(INPUT MATERIAL Opens)

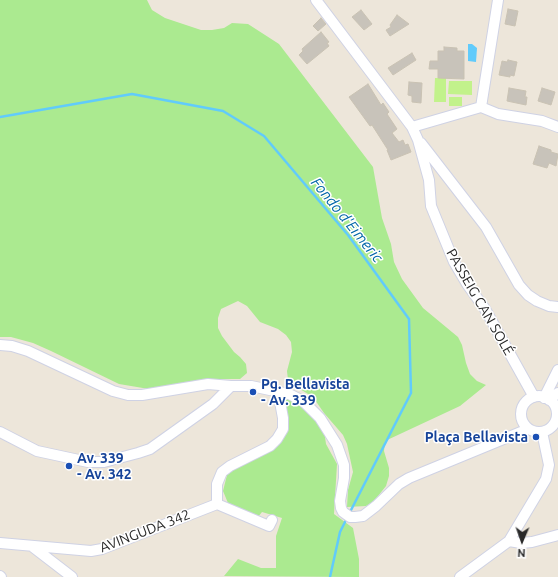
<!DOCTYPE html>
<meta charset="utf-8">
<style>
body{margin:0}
#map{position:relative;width:558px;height:577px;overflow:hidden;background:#ede6da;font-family:Ubuntu,sans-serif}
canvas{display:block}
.north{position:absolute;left:502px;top:521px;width:40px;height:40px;-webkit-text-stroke:3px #fff;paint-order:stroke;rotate:182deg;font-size:11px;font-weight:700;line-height:16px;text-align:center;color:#292929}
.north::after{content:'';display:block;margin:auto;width:14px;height:18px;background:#292929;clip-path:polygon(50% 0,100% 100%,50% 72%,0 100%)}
</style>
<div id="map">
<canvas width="558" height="577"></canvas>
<div class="north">N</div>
</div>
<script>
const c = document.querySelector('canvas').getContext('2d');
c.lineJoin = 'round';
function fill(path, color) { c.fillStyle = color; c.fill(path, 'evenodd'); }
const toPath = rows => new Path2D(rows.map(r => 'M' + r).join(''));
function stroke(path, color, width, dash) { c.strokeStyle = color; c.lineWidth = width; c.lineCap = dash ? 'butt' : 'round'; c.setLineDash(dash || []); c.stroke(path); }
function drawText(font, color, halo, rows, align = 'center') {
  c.font = font + ' Ubuntu,sans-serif'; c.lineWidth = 3; c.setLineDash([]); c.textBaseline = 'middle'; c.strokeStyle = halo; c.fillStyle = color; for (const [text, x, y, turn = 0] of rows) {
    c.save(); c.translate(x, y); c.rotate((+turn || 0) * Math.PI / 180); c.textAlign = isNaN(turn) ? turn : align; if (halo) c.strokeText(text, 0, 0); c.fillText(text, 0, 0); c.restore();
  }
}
fill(toPath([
 [0,0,147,0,152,10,165,18,201,30,212,30,224,28,232,23,248,24,279,44,373,167,382,218,391,244,394,262,402,279,423,308,458,337,462,345,466,363,470,374,477,381,486,385,460,406,385,441,384,451,389,468,389,476,386,486,374,501,366,506,347,507,348,490,353,472,347,444,343,435,324,413,313,397,295,386,288,380,287,371,292,352,291,342,286,335,278,329,260,322,247,306,238,301,221,309,218,318,218,328,222,336,234,352,240,357,246,364,247,373,240,379,219,379,149,389,119,384,51,351,33,343,11,337,0,337],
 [288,398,301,403,324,430,326,444,337,464,334,514,353,528,359,559,359,577,224,576,238,559,261,568,276,568,276,536,282,518,262,512,258,517,228,503,223,491,228,471,258,458,276,447,286,432,288,415,284,403]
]), '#abea90');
fill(toPath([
 [435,78,446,78,446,102,434,102],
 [449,81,472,81,472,95,448,94],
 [449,97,462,97,462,106,449,106]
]), '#c2f28b');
fill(toPath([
 [468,44,472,44,477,48,476,62,468,61]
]), '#61cbfb');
stroke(toPath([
 [0,117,132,94,223,111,264,136,348,235,409,319,411,393,349,514],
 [330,577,340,532,347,518]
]), '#61cbfb', 2.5);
const building = toPath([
 [508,9,518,11,515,26,505,24,508,9],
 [361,10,372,24,364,30,352,17,361,10],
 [397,15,409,24,390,36,386,30,391,27,390,25,397,15],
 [321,18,326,24,318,31,313,26,321,18],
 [321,32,329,42,327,43,329,46,307,64,299,55,303,51,302,49,321,32],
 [444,47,457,48,457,51,464,51,464,79,438,78,438,69,429,69,430,61,438,61,438,51,444,51,444,47],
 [412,53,416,60,393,75,388,68,412,53],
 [508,60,517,62,514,76,510,75,510,77,499,75,502,61,507,62,508,60],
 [409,82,422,83,421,103,412,102,412,96,408,95,409,82],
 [368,84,381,105,383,103,389,112,387,114,397,129,392,133,399,142,403,140,405,145,408,144,411,152,391,160,387,150,388,150,372,125,370,126,349,97,368,84],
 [509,88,526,91,525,97,527,97,526,105,507,101,509,88],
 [542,88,555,92,551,105,538,101,542,88],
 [539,146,551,150,551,152,558,154,556,166,549,163,547,168,533,164,539,146]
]);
fill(building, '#c8c3ba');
stroke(building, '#c9c2b3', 1);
const minor = toPath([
 [316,0,412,127,418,140,429,180,431,206,454,262,467,284,485,309,534,397],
 [481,107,498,0],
 [481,107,498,114,542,121,558,127],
 [412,127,481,107],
 [421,143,486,227,519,285,528,295,537,301,549,306,558,307],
 [0,345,12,346,28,351,113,391,128,395,142,395,208,384,231,386,251,386,289,394,303,401,320,418,337,445,344,465,344,478,340,501,341,508,343,512,350,517,355,517,363,516,376,506,399,484,409,478,528,429],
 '521 414a18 18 0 1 1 36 0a18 18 0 1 1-36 0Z',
 [544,398,558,370],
 [549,400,558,393],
 [0,432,37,451,88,462,104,462,138,453,150,449,213,404,231,386],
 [217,504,217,484,222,472,230,466,270,446,277,439,283,429,283,418,278,391],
 [217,504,269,526,272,520],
 [509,541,521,543,532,542,558,535],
 [0,543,91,551,102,549,217,504],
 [33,547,72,577],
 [0,576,1,577],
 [460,577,509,541,546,479,549,465,542,432]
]);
stroke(minor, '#cfd2e4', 12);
stroke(minor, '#fff', 10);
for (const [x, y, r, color] of [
 [253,392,4,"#1a4fb4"],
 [536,437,4,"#1a4fb4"],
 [69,466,4,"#1a4fb4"]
]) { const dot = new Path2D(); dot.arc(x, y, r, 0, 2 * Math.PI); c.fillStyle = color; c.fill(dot); stroke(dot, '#fff', 1.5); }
drawText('14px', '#292929', '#fff', [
 ["PASSEIG CAN SOLÉ",480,302,60],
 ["AVINGUDA 342",145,531,-21]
]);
drawText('bold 14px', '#164399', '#fff', [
 ["Pg. Bellavista",261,384],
 ["- Av. 339",261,400],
 ["Plaça Bellavista",528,437,"right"],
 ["Av. 339",77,458],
 ["- Av. 342",77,474]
], 'left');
drawText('italic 15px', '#0066a7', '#fff', [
 ["Fondo d'Eimeric",347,220,51]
]);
</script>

(INPUT MATERIAL Closes)

#### [ASSIGNMENT]
When a line in the records holds the string "canvas", copy that line.

#### [EXERCISE SOLUTION]
canvas{display:block}
<canvas width="558" height="577"></canvas>
const c = document.querySelector('canvas').getContext('2d');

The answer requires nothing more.